* Work instruction *
All of the entries must be duplicated exactly.

::::

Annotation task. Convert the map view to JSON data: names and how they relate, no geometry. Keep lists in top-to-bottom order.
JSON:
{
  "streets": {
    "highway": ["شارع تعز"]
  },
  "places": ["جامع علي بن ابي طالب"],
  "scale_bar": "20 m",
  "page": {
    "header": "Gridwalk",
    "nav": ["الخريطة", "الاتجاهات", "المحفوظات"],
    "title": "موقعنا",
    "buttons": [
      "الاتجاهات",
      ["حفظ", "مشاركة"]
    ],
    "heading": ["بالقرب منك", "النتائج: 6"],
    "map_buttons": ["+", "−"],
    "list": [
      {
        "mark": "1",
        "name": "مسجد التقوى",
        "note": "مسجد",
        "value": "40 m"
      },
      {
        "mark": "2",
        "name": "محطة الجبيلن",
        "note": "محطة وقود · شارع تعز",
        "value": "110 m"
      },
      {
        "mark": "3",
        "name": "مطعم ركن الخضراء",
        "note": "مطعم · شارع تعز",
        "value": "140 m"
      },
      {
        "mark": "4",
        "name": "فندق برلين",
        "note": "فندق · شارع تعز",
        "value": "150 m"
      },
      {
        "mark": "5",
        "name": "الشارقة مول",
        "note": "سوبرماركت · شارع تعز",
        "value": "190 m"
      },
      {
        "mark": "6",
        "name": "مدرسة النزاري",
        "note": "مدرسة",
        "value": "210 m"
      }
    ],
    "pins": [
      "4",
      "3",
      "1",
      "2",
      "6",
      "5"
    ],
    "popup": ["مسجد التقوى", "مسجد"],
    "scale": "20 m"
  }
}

::::

* Answer section *
Annotation task. Convert the map view to JSON data: names and how they relate, no geometry. Keep lists in top-to-bottom order.
JSON:
{
  "streets": {
    "highway": ["شارع تعز"]
  },
  "places": ["جامع علي بن ابي طالب"],
  "scale_bar": "20 m",
  "page": {
    "header": "Gridwalk",
    "nav": ["الخريطة", "الاتجاهات", "المحفوظات"],
    "title": "موقعنا",
    "buttons": [
      "الاتجاهات",
      ["حفظ", "مشاركة"]
    ],
    "heading": ["بالقرب منك", "النتائج: 6"],
    "map_buttons": ["+", "−"],
    "list": [
      {
        "mark": "1",
        "name": "مسجد التقوى",
        "note": "مسجد",
        "value": "40 m"
      },
      {
        "mark": "2",
        "name": "محطة الجبيلن",
        "note": "محطة وقود · شارع تعز",
        "value": "110 m"
      },
      {
        "mark": "3",
        "name": "مطعم ركن الخضراء",
        "note": "مطعم · شارع تعز",
        "value": "140 m"
      },
      {
        "mark": "4",
        "name": "فندق برلين",
        "note": "فندق · شارع تعز",
        "value": "150 m"
      },
      {
        "mark": "5",
        "name": "الشارقة مول",
        "note": "سوبرماركت · شارع تعز",
        "value": "190 m"
      },
      {
        "mark": "6",
        "name": "مدرسة النزاري",
        "note": "مدرسة",
        "value": "210 m"
      }
    ],
    "pins": [
      "4",
      "3",
      "1",
      "2",
      "6",
      "5"
    ],
    "popup": ["مسجد التقوى", "مسجد"],
    "scale": "20 m"
  }
}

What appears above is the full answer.